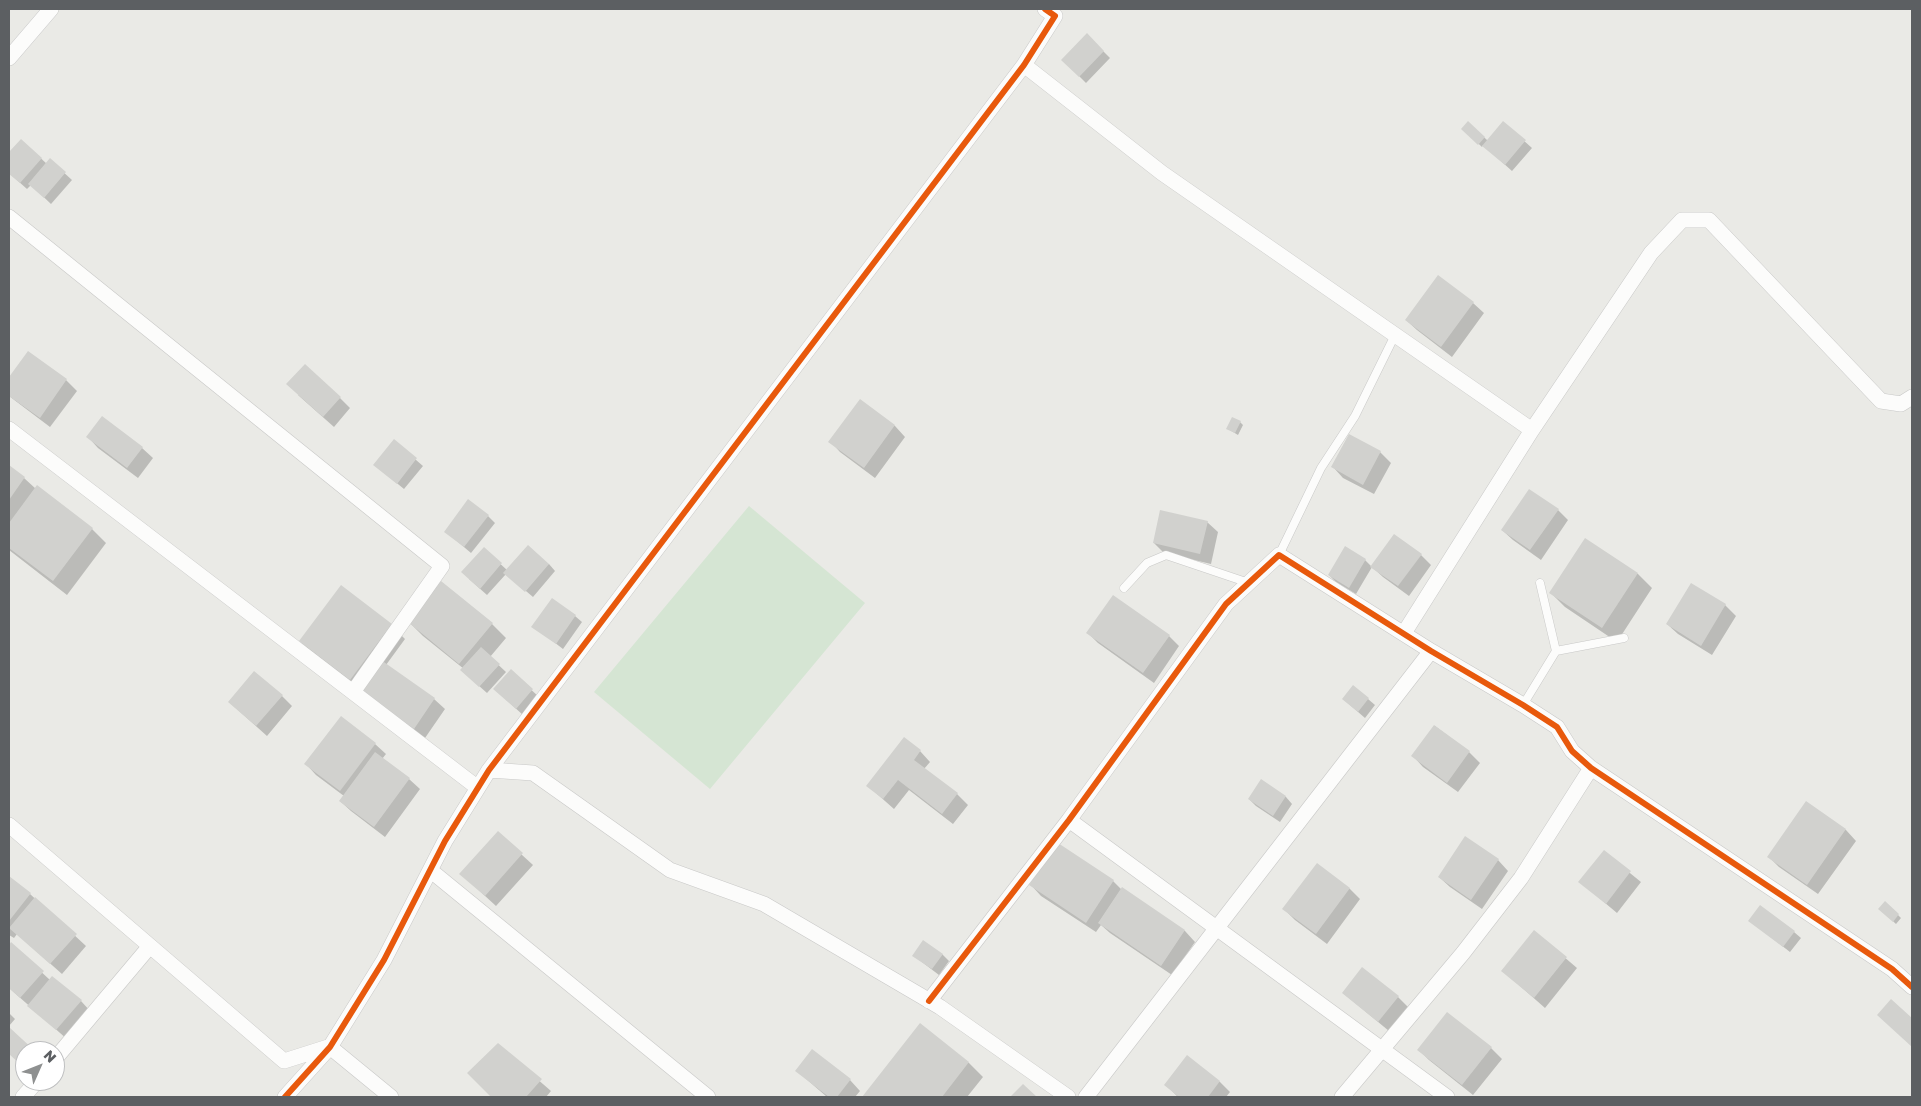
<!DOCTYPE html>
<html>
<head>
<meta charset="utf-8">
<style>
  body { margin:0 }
  #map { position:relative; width:1921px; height:1106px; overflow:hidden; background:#eaeae6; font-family:"Golos Text",sans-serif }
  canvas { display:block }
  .frame { position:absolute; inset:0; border:10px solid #5c5f62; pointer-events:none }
  .north { position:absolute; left:15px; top:1041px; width:50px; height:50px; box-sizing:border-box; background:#fff; border:1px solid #bebfc0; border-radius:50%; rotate:46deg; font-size:14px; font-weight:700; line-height:20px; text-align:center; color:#5c5f62 }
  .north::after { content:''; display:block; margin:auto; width:18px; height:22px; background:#8e9090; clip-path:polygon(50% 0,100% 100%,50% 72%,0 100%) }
</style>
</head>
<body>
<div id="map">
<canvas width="1921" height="1106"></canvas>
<div class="frame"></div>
<div class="north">N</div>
</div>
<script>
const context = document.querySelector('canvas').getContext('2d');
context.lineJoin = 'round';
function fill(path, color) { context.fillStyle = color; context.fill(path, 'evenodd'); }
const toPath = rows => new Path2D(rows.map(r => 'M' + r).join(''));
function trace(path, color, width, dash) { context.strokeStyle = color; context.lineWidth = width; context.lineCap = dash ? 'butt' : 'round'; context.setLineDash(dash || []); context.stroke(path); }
fill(toPath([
  [749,506,865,603,710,789,594,692]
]), '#d5e5d3');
fill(toPath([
  [1087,35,1110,58,1086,83,1063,60],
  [1468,122,1488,141,1503,122,1532,148,1512,171,1483,145,1482,147,1463,129],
  [21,140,47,164,50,160,72,180,51,204,31,185,27,189,9,173,9,154],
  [1438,277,1473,303,1484,313,1452,357,1417,330,1406,320],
  [28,353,66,380,77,391,50,427,9,396,9,380],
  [298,395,340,398,350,408,334,427],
  [860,401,895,426,905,437,875,478,840,452,830,441],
  [102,418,142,448,153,458,138,478,98,448,88,437],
  [1240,422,1243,425,1238,435,1228,429],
  [394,441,423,466,404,489,382,471],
  [1380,452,1391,463,1374,494,1343,478,1333,467],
  [9,467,24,478,36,489,92,529,106,543,67,595,9,550],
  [1558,510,1568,520,1541,560,1513,540,1502,530],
  [488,516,495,523,471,553,445,531],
  [1207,522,1218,532,1211,564,1164,553,1154,543],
  [1586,540,1638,574,1652,588,1617,642,1565,607,1551,593],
  [1345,548,1365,560,1372,567,1421,555,1431,565,1409,596,1383,577,1372,567,1356,594,1336,582,1329,575],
  [484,549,507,570,549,564,555,571,533,597,506,574,487,595,469,579],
  [1691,584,1725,605,1736,616,1712,655,1678,634,1667,624],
  [575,616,582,622,563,649,533,626],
  [409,622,492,624,506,638,490,657,506,672,487,693,469,677,464,669,423,636],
  [391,625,405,639,386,665,434,699,445,709,425,738,314,655,300,641],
  [1088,633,1169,636,1179,646,1154,683,1098,643],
  [511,671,539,697,523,715,502,696],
  [282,696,292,706,267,736,229,702],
  [1343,699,1368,699,1375,705,1365,718],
  [1435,726,1469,752,1480,763,1458,792,1423,767,1413,756],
  [375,744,386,754,382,759,409,779,420,789,385,837,351,811,340,801,344,796,316,775,306,764],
  [920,751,930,762,924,769,957,794,968,805,953,824,909,790,894,809,868,786],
  [1262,781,1286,797,1292,804,1280,822,1256,806,1249,799],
  [1807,803,1846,830,1856,841,1818,894,1779,867,1769,857],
  [498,833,533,865,496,906,472,884],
  [1604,852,1641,882,1617,913,1580,882],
  [1498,860,1508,871,1482,909,1450,887,1439,877],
  [1317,865,1350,889,1360,899,1327,944,1295,920,1284,909],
  [9,877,30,894,86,946,62,974,17,934,14,938,9,935],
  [1113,881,1122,890,1122,889,1185,931,1195,942,1172,975,1110,933,1101,925,1096,932,1041,896,1031,885],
  [1880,909,1898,915,1901,918,1896,924],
  [1750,921,1794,932,1801,938,1790,952],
  [1535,932,1577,968,1545,1008,1503,971],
  [11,944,50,980,81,1001,91,1012,68,1040,9,988,9,947],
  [942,954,949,961,939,975,914,956],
  [1343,993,1398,997,1408,1007,1389,1031],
  [9,1013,15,1019,9,1026],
  [1447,1014,1491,1048,1502,1059,1473,1095,1429,1060,1419,1050],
  [920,1025,969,1063,983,1077,967,1097,864,1097],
  [9,1029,33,1051,25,1051,25,1068,9,1053],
  [498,1045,551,1091,546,1097,493,1097,469,1073],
  [1188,1057,1220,1082,1230,1092,1226,1097,1178,1097,1166,1085],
  [797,1071,850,1080,860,1091,855,1097,827,1097]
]), '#0003');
fill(toPath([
  [1087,33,1104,51,1079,77,1061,60],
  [1468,121,1485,137,1478,145,1461,129],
  [1503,121,1526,140,1505,165,1482,146],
  [21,139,42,158,20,183,9,174,9,152],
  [50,158,66,172,44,198,28,184],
  [1438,275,1474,302,1441,347,1405,320],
  [28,351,67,379,40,418,9,396,9,377],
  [305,364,341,397,323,417,286,384],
  [860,399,895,425,864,468,828,442],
  [102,416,143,447,127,468,86,437],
  [1232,417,1241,421,1235,433,1226,429],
  [1349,434,1381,451,1363,485,1331,467],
  [394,439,417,458,397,484,373,465],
  [9,465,25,477,9,500],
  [37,485,93,528,53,581,9,548,9,523],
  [1529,489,1559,509,1530,550,1501,530],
  [468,499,489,515,464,547,444,532],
  [1160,510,1208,521,1200,554,1153,543],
  [1394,534,1422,554,1398,586,1370,567],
  [1585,538,1638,573,1602,628,1549,593],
  [528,545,549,564,525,592,503,573],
  [1345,546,1366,559,1349,588,1328,575],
  [484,547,502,563,480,589,461,572],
  [441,581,493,623,459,664,408,622],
  [1691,583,1726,604,1701,646,1666,624],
  [341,585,392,624,350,680,299,641],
  [1113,595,1170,635,1143,673,1086,633],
  [552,598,576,615,556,644,531,627],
  [481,647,500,664,479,687,460,670],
  [381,660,435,698,414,729,360,691],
  [511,669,533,689,516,709,493,689],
  [254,671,283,695,256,726,228,702],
  [1353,685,1369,698,1358,712,1342,699],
  [341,716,376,743,340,791,304,764],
  [1434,725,1470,751,1447,783,1411,756],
  [904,737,921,750,914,760,958,793,942,814,898,780,883,799,866,786],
  [375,752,410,778,374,827,339,801],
  [1261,779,1286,796,1273,816,1248,799],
  [1806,801,1846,829,1807,885,1767,857],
  [498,831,523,853,485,896,459,874],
  [1465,836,1499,859,1471,900,1438,877],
  [1058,843,1114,880,1086,923,1029,885],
  [1604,850,1631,871,1606,904,1578,882],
  [1317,863,1350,888,1316,934,1282,909],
  [9,876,31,893,9,921],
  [1122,887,1185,930,1161,966,1098,923],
  [35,897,77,934,50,964,9,928],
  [1885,901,1899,914,1893,922,1878,909],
  [1760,905,1795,931,1783,947,1748,921],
  [1534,930,1567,957,1534,998,1501,971],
  [923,940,943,954,932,969,912,956],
  [11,942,44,971,20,998,9,988,9,945],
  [1362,967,1399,996,1378,1022,1342,993],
  [52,976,82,1000,56,1030,27,1006],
  [1891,999,1912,1018,1912,1047,1877,1015],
  [1447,1012,1492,1047,1462,1085,1417,1050],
  [920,1023,969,1062,942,1097,862,1097],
  [9,1027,35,1051,25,1051,25,1061,21,1065,9,1054],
  [498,1043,542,1079,526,1097,491,1097,467,1073],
  [812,1049,851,1079,837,1097,829,1097,795,1071],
  [1187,1055,1220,1081,1208,1097,1179,1097,1164,1085],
  [1023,1084,1037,1097,1010,1097]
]), '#d1d1ce');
const service = toPath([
  [1279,555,1321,468,1355,416,1395,335],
  [1124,588,1147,563,1166,555,1249,583],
  [1556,651,1624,638],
  [1523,705,1556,651,1540,583]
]);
const minor = toPath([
  [9,58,51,9],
  [1024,65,1162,173,1532,430,1404,633],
  [9,217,442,566,353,692],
  [9,429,478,788],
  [1532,430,1651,253,1682,220,1709,220,1881,401,1901,404,1912,397],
  [489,770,533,773,670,870,764,904,940,1007,1068,1097],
  [1069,820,1447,1097],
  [9,825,284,1061,328,1047],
  [430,870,708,1097],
  [929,1001,1069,820,1226,604,1279,555,1431,651,1523,705,1557,727,1572,751,1591,768,1892,969,1912,987],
  [330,1047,391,1097],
  [55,1059,150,946],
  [23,1097,37,1081],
  [285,1097,330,1047,384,960,445,841,489,770,1024,65,1055,16,1045,9],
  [1086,1097,1431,651],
  [1342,1097,1463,953,1521,878,1591,768]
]);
trace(service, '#c8c8c7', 9);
trace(minor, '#c8c8c7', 16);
trace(service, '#fcfcfb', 8);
trace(minor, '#fcfcfb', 15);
trace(toPath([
  [929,1001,1069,820,1226,604,1279,555,1431,651,1523,705,1557,727,1572,751,1591,768,1892,969,1912,987],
  [285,1097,330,1047,384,960,445,841,489,770,1024,65,1055,16,1045,9]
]), '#e8590c', 6);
</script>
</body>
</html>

**Task brief**
Copy all lines of the records in which the string "canvas" can be found.

**Result of the task**
  canvas { display:block }
<canvas width="1921" height="1106"></canvas>
const context = document.querySelector('canvas').getContext('2d');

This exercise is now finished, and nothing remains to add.